I dont follow that...

- sohailiftikhar

as given in data reminder for (x-1)=4 and for (x+1)=8
so for x^2-1=(x-1)(x+1)=4*8=32

- sohailiftikhar

now get it ?

- welshfella

I don't think that's correct.

- welshfella

I'd dont think this is particularly different - I'm just missing something

- geerky42

*

- sohailiftikhar

O.o so what you think huh ? It is correct bro

- sohailiftikhar

so you just confused get calm and think on it for a minute

- welshfella

I dont' know - but I don't think your logic is correct

- welshfella

I'm going to look up the answer . I am confused - you are right there!! lol

- welshfella

its -4x + 9

- sohailiftikhar

yea! go an look the answer perhaps then you will believe on my answer

- sohailiftikhar

no way it can't be

- sohailiftikhar

take a screen short

- welshfella

I'm helping my grandson with his maths revision.

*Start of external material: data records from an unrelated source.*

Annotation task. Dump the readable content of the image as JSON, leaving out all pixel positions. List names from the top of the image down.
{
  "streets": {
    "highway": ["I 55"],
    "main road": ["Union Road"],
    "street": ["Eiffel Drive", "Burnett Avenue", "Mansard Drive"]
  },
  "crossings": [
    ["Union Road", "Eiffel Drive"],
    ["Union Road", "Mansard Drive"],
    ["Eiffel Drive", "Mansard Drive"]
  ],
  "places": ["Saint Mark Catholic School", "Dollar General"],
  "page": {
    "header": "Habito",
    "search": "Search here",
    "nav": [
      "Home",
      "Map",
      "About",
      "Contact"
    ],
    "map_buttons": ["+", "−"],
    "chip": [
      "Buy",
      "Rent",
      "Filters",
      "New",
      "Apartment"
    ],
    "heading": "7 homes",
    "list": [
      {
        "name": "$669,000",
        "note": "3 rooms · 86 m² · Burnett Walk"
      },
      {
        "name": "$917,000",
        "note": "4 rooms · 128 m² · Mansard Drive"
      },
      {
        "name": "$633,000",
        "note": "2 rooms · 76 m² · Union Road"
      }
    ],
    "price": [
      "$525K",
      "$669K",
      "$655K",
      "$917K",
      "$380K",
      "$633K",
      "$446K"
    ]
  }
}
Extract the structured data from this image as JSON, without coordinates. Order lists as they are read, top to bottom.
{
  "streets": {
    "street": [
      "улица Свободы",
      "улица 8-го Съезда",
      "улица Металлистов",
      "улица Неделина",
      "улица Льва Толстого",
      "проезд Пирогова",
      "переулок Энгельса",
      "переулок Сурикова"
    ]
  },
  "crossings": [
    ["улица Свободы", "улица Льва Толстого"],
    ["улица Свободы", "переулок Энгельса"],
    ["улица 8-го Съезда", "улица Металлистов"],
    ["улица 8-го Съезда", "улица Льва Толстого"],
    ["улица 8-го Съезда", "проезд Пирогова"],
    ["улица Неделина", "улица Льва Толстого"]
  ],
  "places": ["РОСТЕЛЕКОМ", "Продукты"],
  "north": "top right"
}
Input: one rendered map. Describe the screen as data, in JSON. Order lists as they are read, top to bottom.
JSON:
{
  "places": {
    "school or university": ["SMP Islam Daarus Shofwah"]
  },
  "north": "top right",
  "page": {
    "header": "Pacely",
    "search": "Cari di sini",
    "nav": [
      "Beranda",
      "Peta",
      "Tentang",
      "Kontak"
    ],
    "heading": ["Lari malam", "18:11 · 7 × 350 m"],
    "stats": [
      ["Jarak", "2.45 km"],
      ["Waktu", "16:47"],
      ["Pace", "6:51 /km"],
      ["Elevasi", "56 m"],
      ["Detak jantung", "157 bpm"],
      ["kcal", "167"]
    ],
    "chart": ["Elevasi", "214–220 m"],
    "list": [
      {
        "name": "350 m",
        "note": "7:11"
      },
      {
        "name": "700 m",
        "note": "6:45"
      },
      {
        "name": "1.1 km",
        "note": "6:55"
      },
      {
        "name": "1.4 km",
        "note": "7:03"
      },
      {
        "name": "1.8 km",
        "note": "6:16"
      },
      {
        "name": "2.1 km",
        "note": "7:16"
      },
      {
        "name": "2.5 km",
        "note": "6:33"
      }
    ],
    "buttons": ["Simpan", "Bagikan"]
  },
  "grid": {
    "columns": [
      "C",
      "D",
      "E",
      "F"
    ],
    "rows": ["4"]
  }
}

Well that's the answer in the book.

- welshfella

I haven't got a scanner

- sohailiftikhar

it's very simple .. ok tell me how they get 4 when they divide equation by (x-1) huh ?

- sohailiftikhar

ok ganesh is here he can justify better now

- welshfella

4 is the remainder and = q(1)

- ganeshie8

Firstly, notice that we get a polynomial as remainder that is one degree less than whatever we're dividing by

- Nnesha

^

- welshfella

right

- ganeshie8

for example, (x^5+2x+1)/(x^2-1) gives a remainder that looks like \(ax+b\) yes ?

- welshfella

right

- ganeshie8

similarly (x^100 + x+1)/(x^10 + 1) gives a remainder that looks like \(ax^9+bx^8+\cdots\)

- ganeshie8

the degree of remainder is always one less than the degree of bottom

- welshfella

so the remainder in this case must be of the form ax + b?

- ganeshie8

right, so lets suppose
\[Q(x) = F(x)*(x^2-1)+\color{red}{ax+b}\]
our goal is to find that red part

- welshfella

ok

- ganeshie8

since we know that \(Q(1)=4\) and \(Q(-1)=8\), plug them in and get two equations

- sohailiftikhar

ganesh what you said about the given that reminder of that equation is 4 when divided by (x-1) where is x term with 4 ?

- ganeshie8

\[Q(1) = F(1)*(1^2-1)+\color{red}{a*1+b} \implies 4 = \color{red}{a+b} \tag{1}\]
\[Q(-1) = F(-1)*((-1)^2-1)+\color{red}{a(-1)+b} \implies 8 = \color{red}{-a+b} \tag{2}\]
two equations and two unknowns, we can solve them

- ganeshie8

for that, we may think that the coefficient of x is 0 @sohailiftikhar

- welshfella

thats really clever Thanx ganesh

- ganeshie8

np, im getting the remainder is \(-2x+6\)
looks the options are wrong

- welshfella

yes i got that too
b = 6 ans a = -2

- welshfella

I'll just recheck the answer in the book

- sohailiftikhar

lol

- welshfella

Yes thats the answer in the book. Well mistakes are made

- ganeshie8

happens... our method is pretty robust and straightforward, nothing that could go wrong..

- sohailiftikhar

from which grades book u got that problem bro ?

- welshfella

Oh its a pretty old UK Advanced Level book from 1979. Examinations have become a little easier since then. Its wriiten by a professor of Mathematics but mistakes are made by everyone...

- sohailiftikhar

lol ok

- welshfella

Open study is a great place to study . There is a wealth a talent here.

- welshfella

* wealth of talent

- sohailiftikhar

yes:)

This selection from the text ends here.